Meeting Mentor Magazine
Meetings Are Driving Business Travel Rebound
Business travel may be lagging the leisure sector post-pandemic, but thanks to conferences, meetings and conventions, it may reach — or even surpass — prepandemic levels by the end of this year.
While the leisure sector bounced back almost immediately after pandemic travel restrictions lifted, business travel has been slower to rebound as companies realize some of those client meetings can be conducted easier and less expensively via video calls. But that’s starting to change, according to a new report by Deloitte.
Almost three-quarters of corporate travel managers say they anticipate their company’s spend on business travel to increase this year, and another 58% predict it will continue to grow next year. While some of that increase is just because the costs associated with travel also are increasing — which is why 50% are seeking cheaper flights and 38% push for their employees to book less expensive hotels — the overall frequency of business trips is also on the rise. Twenty percent of those surveyed said business travelers expect to take 6-10 trips this year, a 5% increase over last year.
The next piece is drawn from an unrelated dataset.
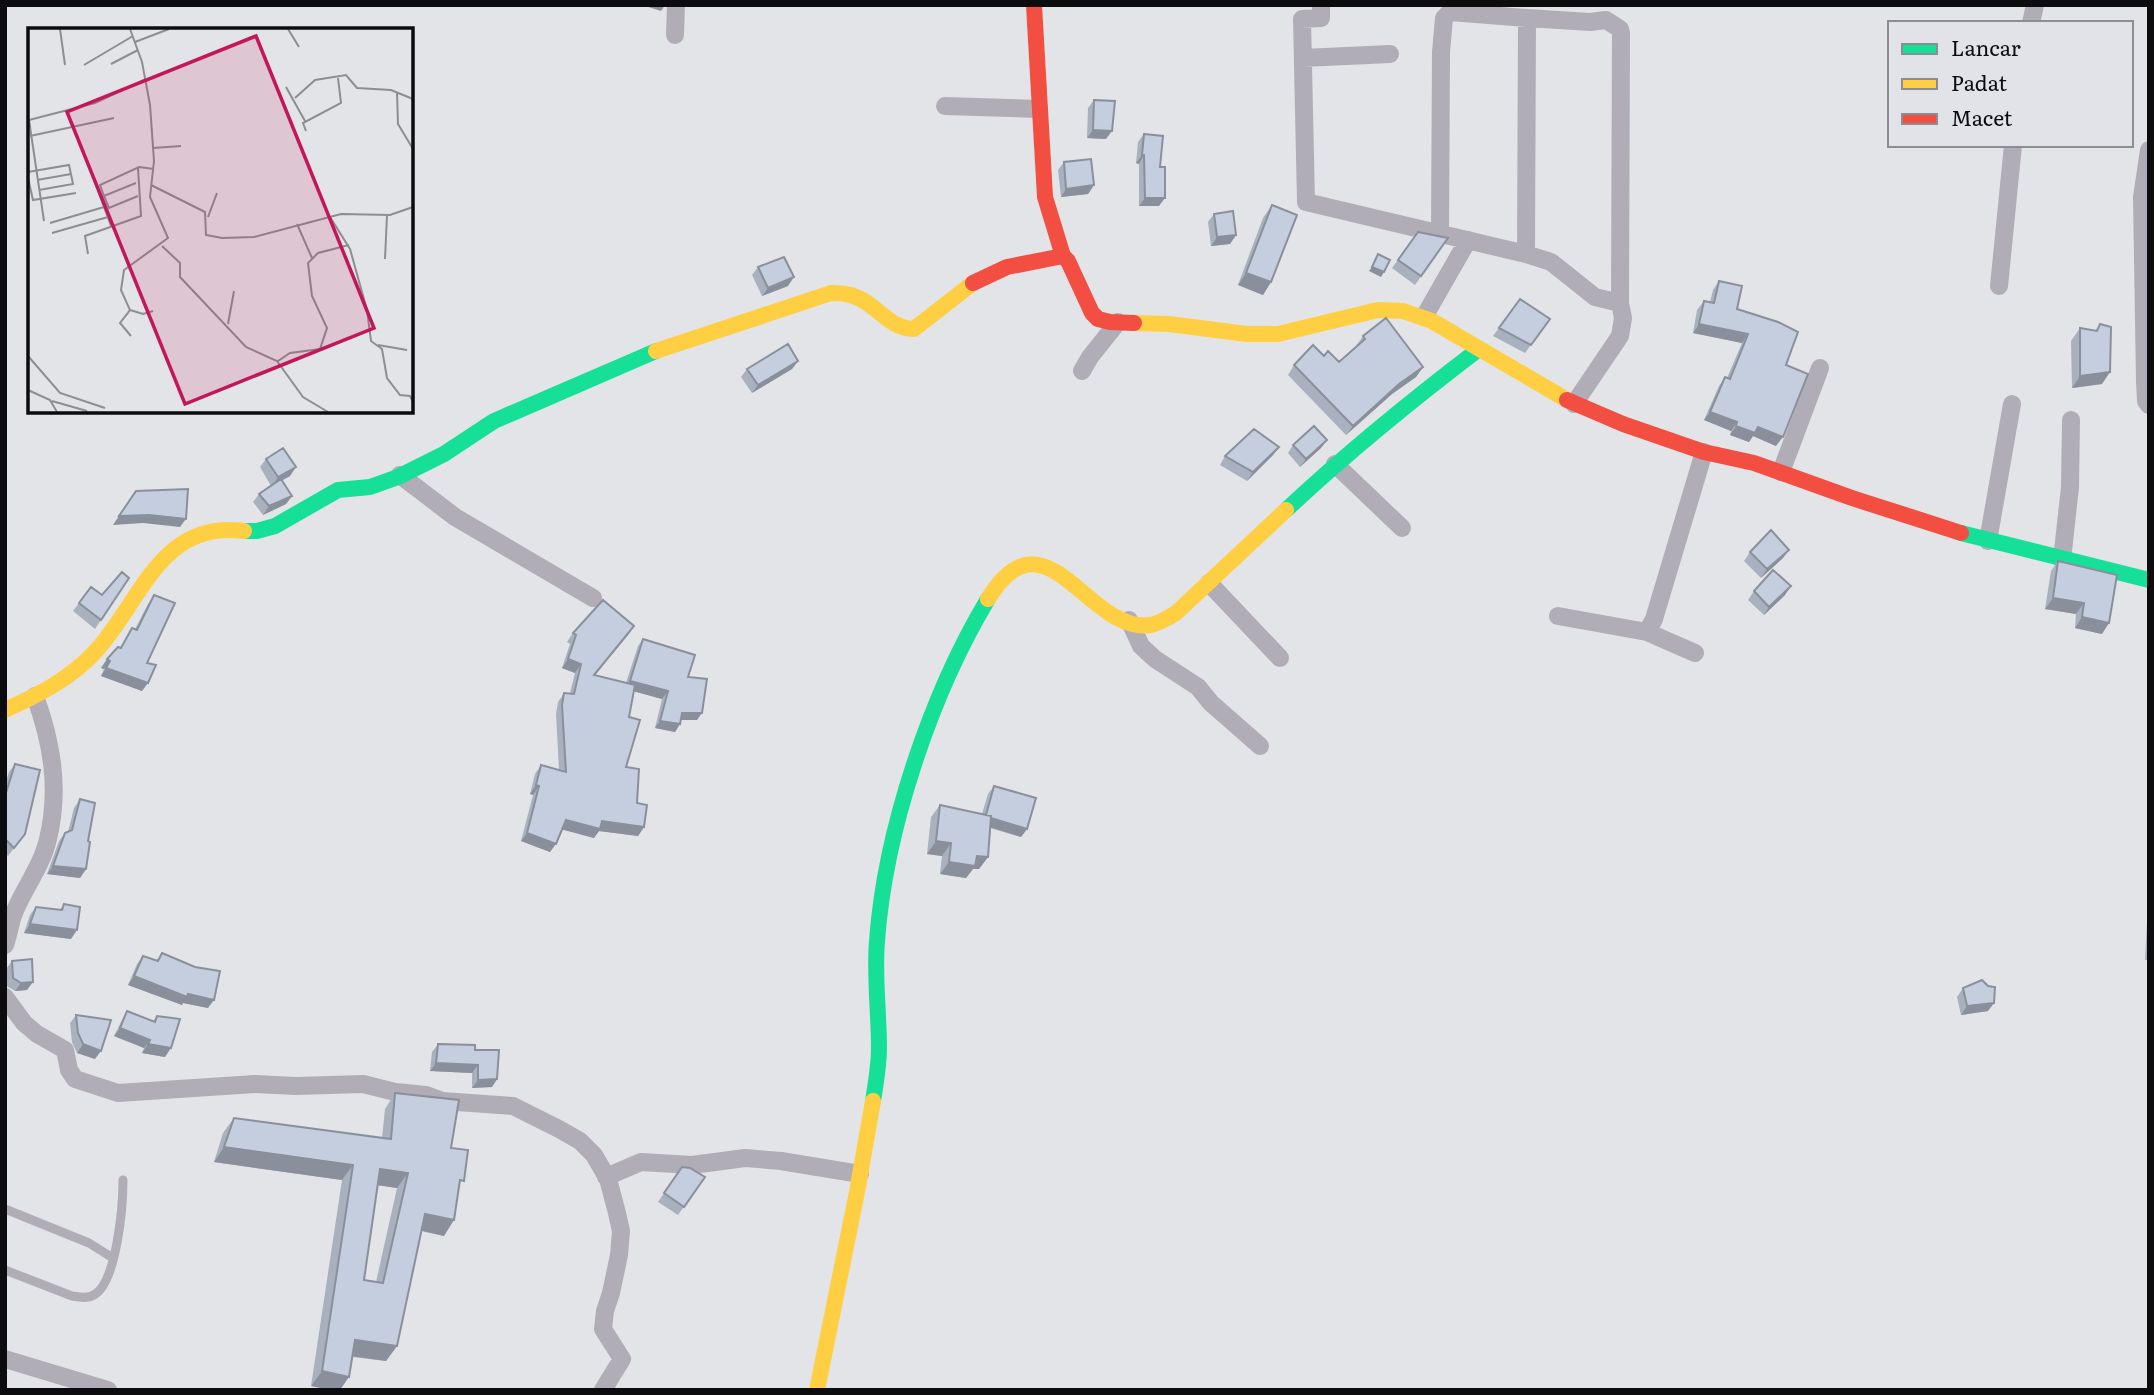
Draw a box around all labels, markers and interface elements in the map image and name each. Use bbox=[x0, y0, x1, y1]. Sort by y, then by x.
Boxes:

The driving factor behind this increase is conferences and trade shows. Sixty-five percent of travel managers cited higher participation at events as the main reason why their teams were traveling more. In fact, more than 60% of business travelers plan to attend at least one show or meeting in 2024. “Industry gatherings, which offer the opportunity to meet with many clients and prospects in a short time, hold an increasingly prominent place on respondents’ agendas,” the report stated. “A quarter of travel managers say that conference attendance was the biggest driver of travel growth in 2023 and expect that to continue in 2024. Half rank conferences among the top two growth drivers. Six in 10 travelers say they expect to travel for a conference in 2024, significantly ahead of all other trip types, in terms of number of travelers.”
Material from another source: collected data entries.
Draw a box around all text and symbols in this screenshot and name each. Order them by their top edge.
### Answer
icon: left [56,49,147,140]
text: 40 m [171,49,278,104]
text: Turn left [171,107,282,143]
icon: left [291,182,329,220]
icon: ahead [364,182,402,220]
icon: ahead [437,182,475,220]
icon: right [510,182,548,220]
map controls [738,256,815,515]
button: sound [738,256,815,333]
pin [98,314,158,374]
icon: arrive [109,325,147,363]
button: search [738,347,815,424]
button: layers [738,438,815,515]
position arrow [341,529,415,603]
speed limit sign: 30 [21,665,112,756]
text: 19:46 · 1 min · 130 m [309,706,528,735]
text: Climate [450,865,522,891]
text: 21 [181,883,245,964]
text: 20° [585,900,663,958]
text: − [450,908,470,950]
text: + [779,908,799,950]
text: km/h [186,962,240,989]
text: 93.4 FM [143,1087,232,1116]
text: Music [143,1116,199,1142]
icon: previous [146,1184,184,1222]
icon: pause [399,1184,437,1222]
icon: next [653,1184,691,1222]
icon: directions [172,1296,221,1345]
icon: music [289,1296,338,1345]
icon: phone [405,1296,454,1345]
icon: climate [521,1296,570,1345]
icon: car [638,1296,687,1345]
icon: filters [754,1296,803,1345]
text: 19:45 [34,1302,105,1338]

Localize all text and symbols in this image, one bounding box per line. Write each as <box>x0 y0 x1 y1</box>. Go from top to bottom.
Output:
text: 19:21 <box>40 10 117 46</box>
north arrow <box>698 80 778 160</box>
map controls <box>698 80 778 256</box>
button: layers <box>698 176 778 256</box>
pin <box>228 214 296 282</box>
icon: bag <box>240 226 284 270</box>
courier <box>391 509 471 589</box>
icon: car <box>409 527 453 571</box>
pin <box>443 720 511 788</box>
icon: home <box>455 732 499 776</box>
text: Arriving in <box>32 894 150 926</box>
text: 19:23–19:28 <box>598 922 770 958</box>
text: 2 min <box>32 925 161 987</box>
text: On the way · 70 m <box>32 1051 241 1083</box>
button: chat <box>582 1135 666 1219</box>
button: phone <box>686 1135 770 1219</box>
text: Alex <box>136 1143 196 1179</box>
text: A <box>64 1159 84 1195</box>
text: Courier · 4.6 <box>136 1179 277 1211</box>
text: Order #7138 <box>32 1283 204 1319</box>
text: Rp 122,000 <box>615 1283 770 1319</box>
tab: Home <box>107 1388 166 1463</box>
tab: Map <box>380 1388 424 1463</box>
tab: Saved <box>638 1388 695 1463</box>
As Craig Smith, CEO of Plano, Texas-based Aimbridge Hospitality, said during a panel at ALIS Summer Update in Dallas, “The fastest tide that’s coming in, obviously, is group. It’s been great. Incentive group bookings are doing very well because the economy’s doing well… Big association groups are booking, and they’re booking further out. It was a little bit of waiting and seeing with them,” he said. “With business travel, the tides are coming in, but they are coming in slower.”
When it comes to frequency, however, just 13% said they travel for meetings/conferences at least once per month. The most common non-conference-related business travel that is increasing in frequency more than meeting attendance is for client project work, which 23% said was good for travel at least once per month, and sales/client relationship building, cited by another 21%. Business travel managers are looking to both those high-frequency trips and the high-incidence conference travel as the two top drivers for increased spend.
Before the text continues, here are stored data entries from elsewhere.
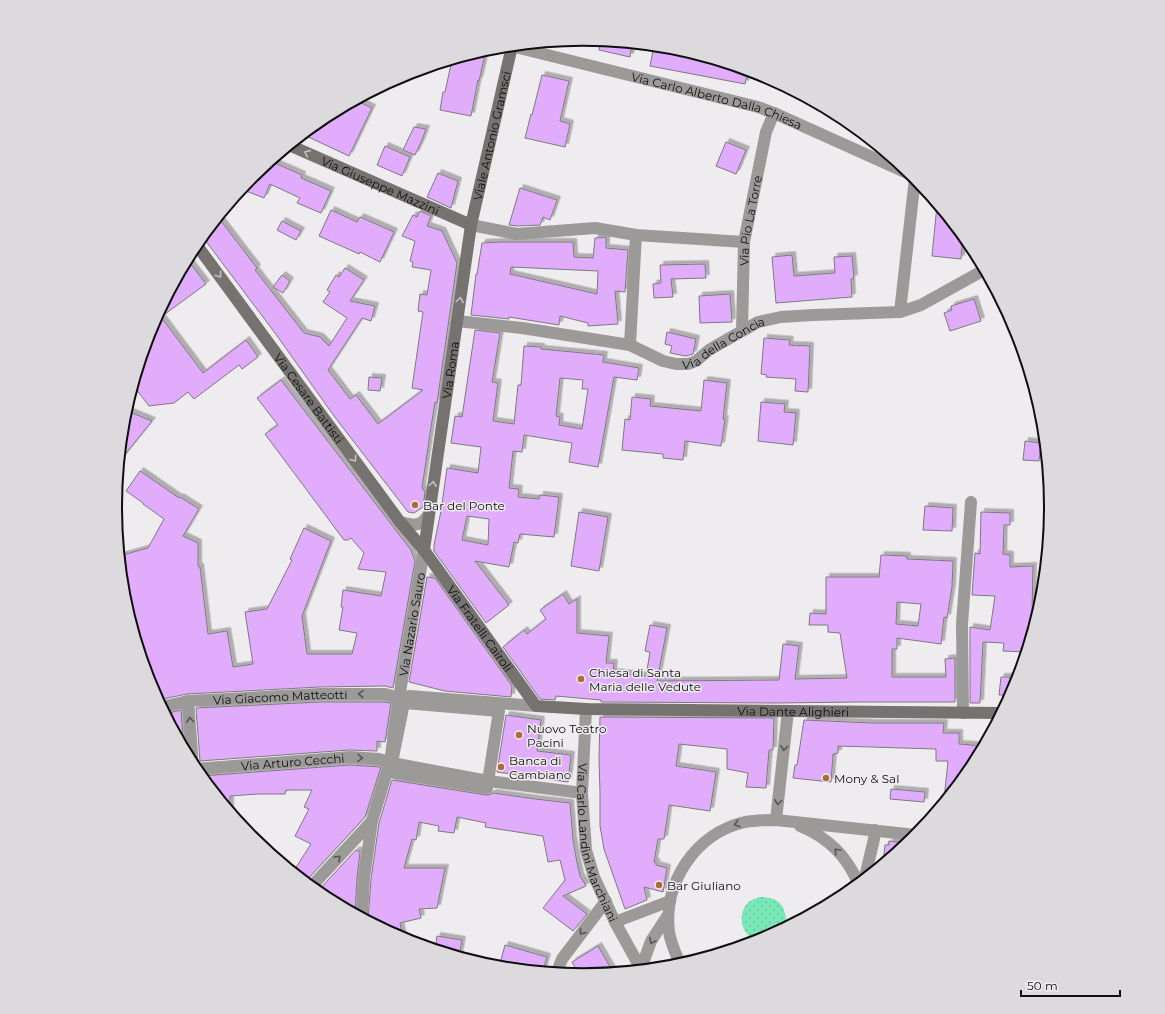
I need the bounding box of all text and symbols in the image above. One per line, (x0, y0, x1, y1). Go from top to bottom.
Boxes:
street label: Via Carlo Alberto Dalla Chiesa (630, 69, 805, 132)
street label: Viale Antonio Gramsci (469, 70, 514, 202)
one-way arrow (304, 150, 311, 158)
street label: Via Giuseppe Mazzini (319, 153, 442, 218)
street label: Via Pio La Torre (736, 174, 765, 266)
one-way arrow (215, 270, 222, 277)
one-way arrow (455, 297, 464, 303)
street label: Via della Concia (682, 313, 766, 372)
street label: Via Roma (438, 340, 462, 400)
street label: Via Cesare Battisti (271, 350, 347, 446)
one-way arrow (349, 455, 357, 462)
one-way arrow (428, 481, 437, 487)
place label: Bar del Ponte (423, 498, 505, 513)
marker: Bar del Ponte (410, 500, 420, 510)
street label: Via Nazario Sauro (395, 571, 428, 677)
street label: Via Fratelli Cairoli (444, 582, 516, 674)
place label: Chiesa di Santa Maria delle Vedute (589, 665, 701, 694)
marker: Chiesa di Santa Maria delle Vedute (576, 674, 586, 684)
street label: Via Giacomo Matteotti (213, 687, 347, 707)
one-way arrow (358, 690, 364, 698)
street label: Via Dante Alighieri (737, 703, 849, 719)
one-way arrow (185, 717, 194, 723)
place label: Nuovo Teatro Pacini (527, 721, 607, 750)
marker: Nuovo Teatro Pacini (514, 730, 524, 740)
one-way arrow (780, 745, 789, 751)
street label: Via Arturo Cecchi (240, 750, 345, 773)
one-way arrow (357, 753, 363, 762)
place label: Banca di Cambiano (509, 753, 571, 782)
marker: Banca di Cambiano (496, 762, 506, 772)
street label: Via Carlo Landini Marchiani (574, 763, 621, 924)
place label: Mony & Sal (834, 771, 899, 786)
marker: Mony & Sal (821, 773, 831, 783)
one-way arrow (774, 799, 783, 805)
one-way arrow (734, 820, 741, 828)
one-way arrow (835, 848, 842, 855)
one-way arrow (333, 855, 341, 863)
place label: Bar Giuliano (667, 878, 741, 893)
marker: Bar Giuliano (654, 880, 664, 890)
one-way arrow (580, 927, 587, 934)
one-way arrow (649, 936, 657, 944)
scale bar (1021, 972, 1120, 998)
text: 50 m (1027, 978, 1058, 993)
This jibes with the results of the 16th annual edition of the GBTA Business Travel Index Outlook, which found the most common answer given by 4,100 business travelers from 28 global markets when asked the purpose of their most recent business trip was seminars and training, followed by conventions and conferences.
The biggest hinderances to business travel, corporate travel managers told Deloitte, were budget constraints, cited by 57%, followed by high airfare (44%) and high hotel rates (40%). The American Hotel & Lodging Association’s 2024 forecast projects 2024 average daily rate increases of 3% versus 2023 and 22% versus 2019. Average U.S. domestic airfare in 2023 was up 8.5% versus 2019.